Feeding birds honey is not as straight forward as some people on social media suggest and this further adds to the confusion and results in even more people reaching out and asking for clarification on giving birds honey.

This is why we have decided to publish our own article going over if you should let birds eat honey or not to try and help as many of our readers as possible who either own birds as pets or feed the wild birds in their area.

Can Birds Eat Honey?

Although honey is a natural food, it generally should not be given to birds due to their digestive systems not having evolved to be able to effectively process honey.

On top of this, honey can also contain bacteria that is harmless to humans but can result in a number of different problems in birds adding additional risks to them.

Some birds can also have problems with honey or other sticky food getting stuck in their beak too and causing even more problems making it best to just avoid giving birds honey altogether as there are suitable bird food products that are cheap and much better for birds that you should use.

So for the most part, we would not recommend that any of our readers try to feed their pet birds or the wild birds in their area honey if possible.

Now, we know that some birds “can” eat honey and that there are videos on social media of people giving their birds honey but just because these birds can eat honey, does not mean that they should eat honey.

This is one of the main problems that we see a amongst the bird owning community, people get their birds to do something that they probably shouldn’t, record it, put it on social media and then before you know it, there’s hundreds of people doing the same thing and it quickly spreads.

Is Honey Dangerous For Birds?

Honey does present some dangers for birds ranging from a potential choking hazard to honey containing bacteria that present a risk to birds.

Most birds can have issues successfully digesting honey too with it often resulting in digestive upset if birds do consume honey that can result in a messy clean up in your home.

That said, there is nothing toxic about honey for birds but we would still advise against you giving your bird honey if possible.

As we mentioned earlier in the article there are plenty of suitable bird food products on the market that you are able to use as the main staple for your birds as well as a huge number of excellent bird treats too.

There are so many suitable alternative foods for your pet bird other than honey that there is simply no need to give your bird honey in any situation.
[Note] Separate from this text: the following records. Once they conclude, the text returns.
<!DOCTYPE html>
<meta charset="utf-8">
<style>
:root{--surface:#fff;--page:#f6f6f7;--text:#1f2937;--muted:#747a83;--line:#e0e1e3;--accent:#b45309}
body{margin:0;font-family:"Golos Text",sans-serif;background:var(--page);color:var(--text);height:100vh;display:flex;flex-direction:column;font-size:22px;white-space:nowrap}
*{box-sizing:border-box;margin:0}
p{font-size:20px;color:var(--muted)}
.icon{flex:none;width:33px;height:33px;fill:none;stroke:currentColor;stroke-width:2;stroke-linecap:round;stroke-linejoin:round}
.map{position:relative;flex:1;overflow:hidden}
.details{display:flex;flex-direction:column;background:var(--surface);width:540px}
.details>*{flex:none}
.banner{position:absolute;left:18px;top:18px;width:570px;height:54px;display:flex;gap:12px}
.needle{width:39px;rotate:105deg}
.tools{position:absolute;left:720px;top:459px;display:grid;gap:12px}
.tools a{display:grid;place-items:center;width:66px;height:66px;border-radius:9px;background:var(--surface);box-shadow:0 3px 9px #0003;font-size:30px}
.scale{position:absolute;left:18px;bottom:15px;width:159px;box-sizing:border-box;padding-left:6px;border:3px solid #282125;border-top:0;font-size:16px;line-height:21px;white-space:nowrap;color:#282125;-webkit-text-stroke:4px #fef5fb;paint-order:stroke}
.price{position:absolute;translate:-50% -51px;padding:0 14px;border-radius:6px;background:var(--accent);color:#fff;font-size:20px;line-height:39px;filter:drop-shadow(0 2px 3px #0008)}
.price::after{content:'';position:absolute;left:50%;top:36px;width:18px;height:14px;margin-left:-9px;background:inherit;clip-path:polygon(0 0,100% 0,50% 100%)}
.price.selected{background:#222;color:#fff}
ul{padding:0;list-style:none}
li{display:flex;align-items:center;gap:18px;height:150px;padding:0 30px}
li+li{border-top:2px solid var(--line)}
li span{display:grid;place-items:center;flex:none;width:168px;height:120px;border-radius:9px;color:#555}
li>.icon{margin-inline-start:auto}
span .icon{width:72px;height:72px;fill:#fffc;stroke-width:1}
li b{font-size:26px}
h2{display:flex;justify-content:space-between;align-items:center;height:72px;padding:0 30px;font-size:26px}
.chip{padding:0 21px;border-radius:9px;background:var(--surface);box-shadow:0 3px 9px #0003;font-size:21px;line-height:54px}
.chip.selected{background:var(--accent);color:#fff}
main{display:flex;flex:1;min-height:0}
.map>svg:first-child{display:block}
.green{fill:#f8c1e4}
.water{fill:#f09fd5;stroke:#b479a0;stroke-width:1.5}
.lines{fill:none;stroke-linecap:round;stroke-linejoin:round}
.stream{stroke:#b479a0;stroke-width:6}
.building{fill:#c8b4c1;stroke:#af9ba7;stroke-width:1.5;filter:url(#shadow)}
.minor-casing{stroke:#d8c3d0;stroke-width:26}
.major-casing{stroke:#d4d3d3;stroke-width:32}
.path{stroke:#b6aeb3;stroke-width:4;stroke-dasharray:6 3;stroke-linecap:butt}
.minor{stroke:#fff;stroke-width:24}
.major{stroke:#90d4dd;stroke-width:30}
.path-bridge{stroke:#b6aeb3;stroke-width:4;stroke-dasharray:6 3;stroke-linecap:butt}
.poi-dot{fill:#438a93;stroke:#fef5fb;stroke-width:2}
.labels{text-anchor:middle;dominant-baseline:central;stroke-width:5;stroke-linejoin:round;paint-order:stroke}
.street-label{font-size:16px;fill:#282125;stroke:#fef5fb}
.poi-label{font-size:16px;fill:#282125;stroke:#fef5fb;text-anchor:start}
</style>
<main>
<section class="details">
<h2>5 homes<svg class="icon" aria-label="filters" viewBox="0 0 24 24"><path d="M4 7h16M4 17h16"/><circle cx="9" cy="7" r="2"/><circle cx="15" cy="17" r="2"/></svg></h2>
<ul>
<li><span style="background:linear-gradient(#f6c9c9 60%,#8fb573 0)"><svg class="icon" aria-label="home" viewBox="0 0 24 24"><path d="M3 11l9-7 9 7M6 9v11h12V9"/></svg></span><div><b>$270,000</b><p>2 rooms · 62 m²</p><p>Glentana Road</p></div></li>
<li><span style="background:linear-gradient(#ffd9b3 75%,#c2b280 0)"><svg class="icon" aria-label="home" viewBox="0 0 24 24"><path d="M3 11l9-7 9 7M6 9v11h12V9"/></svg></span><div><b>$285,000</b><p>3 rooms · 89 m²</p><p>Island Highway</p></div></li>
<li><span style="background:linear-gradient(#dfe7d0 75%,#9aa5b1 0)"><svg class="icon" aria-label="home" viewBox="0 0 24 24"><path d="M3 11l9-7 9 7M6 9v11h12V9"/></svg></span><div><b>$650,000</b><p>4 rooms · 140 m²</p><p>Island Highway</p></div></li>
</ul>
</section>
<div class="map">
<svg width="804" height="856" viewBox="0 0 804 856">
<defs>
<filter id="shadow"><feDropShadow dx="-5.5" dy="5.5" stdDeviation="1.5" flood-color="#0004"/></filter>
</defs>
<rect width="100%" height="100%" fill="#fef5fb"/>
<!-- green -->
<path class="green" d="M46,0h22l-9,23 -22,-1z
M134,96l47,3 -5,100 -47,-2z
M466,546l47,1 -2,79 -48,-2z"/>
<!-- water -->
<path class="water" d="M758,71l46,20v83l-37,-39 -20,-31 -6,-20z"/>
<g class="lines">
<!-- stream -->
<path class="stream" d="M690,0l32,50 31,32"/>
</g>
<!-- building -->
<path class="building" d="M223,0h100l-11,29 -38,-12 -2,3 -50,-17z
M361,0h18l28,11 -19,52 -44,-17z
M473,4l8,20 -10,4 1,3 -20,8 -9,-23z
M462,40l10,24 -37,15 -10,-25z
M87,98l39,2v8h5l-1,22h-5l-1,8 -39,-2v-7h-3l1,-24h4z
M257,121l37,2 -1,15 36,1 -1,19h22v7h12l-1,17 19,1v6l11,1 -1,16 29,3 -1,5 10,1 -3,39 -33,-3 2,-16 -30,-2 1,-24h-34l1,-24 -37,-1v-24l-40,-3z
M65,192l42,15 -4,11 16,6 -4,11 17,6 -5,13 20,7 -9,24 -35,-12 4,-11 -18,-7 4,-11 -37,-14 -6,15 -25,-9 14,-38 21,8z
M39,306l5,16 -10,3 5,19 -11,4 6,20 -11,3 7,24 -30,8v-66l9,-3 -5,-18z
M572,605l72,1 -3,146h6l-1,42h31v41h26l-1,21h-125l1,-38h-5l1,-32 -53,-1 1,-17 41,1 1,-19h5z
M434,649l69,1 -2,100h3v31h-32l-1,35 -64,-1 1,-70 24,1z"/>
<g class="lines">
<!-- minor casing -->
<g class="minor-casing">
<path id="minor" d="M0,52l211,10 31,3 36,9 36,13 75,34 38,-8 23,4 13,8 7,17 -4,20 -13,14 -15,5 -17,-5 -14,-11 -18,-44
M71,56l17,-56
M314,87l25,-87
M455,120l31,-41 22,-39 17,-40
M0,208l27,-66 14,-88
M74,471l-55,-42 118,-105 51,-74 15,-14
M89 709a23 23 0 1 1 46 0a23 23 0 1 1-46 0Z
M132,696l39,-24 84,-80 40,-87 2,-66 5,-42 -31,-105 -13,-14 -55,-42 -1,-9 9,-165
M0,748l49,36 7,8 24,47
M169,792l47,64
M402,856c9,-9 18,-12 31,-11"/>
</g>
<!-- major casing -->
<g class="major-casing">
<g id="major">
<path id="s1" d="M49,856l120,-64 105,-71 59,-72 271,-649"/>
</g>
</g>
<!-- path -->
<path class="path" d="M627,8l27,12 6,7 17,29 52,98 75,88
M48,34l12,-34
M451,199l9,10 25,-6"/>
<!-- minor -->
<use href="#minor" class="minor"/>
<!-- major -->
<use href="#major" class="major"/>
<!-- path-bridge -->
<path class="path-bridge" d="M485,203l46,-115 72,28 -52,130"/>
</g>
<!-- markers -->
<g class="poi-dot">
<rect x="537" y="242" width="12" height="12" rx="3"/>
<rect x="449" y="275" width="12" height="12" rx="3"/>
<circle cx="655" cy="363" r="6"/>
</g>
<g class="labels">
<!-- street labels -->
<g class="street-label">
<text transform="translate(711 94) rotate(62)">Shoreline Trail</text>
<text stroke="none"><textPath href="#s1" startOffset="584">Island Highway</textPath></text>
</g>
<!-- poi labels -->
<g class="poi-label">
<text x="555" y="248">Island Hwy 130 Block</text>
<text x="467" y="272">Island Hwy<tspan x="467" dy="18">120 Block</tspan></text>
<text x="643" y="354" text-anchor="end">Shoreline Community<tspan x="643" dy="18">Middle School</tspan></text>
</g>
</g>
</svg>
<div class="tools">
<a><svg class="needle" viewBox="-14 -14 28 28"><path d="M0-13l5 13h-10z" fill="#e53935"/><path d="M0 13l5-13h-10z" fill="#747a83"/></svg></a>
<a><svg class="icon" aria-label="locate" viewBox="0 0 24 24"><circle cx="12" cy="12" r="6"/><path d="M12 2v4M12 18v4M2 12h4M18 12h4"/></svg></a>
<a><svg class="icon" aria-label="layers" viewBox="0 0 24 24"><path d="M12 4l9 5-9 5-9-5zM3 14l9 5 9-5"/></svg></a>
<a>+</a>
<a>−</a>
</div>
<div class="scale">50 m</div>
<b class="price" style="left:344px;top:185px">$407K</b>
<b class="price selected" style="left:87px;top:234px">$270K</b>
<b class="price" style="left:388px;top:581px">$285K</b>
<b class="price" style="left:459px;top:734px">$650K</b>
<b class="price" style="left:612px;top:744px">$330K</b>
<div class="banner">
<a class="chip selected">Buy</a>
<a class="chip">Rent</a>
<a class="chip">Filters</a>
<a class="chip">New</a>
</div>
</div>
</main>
The majority of bird foods both staple core foods as well as bird treats often working out to be cheaper than honey too so feeding your pet bird a suitable food often works out to be cheaper and more budget friendly than giving your pet bird an unsuitable food such as honey.


That concludes our article going over if birds can eat honey or not to an end. We hope that we have been able to help our readers better understand why they should be trying to avoid giving their bird honey as a food source. It is just too risky and presents too many risks to make it worth it while also working out to be more expensive than regular bird food that offers a much better nutritional profile for birds both domesticated and wild making it a much better option than honey.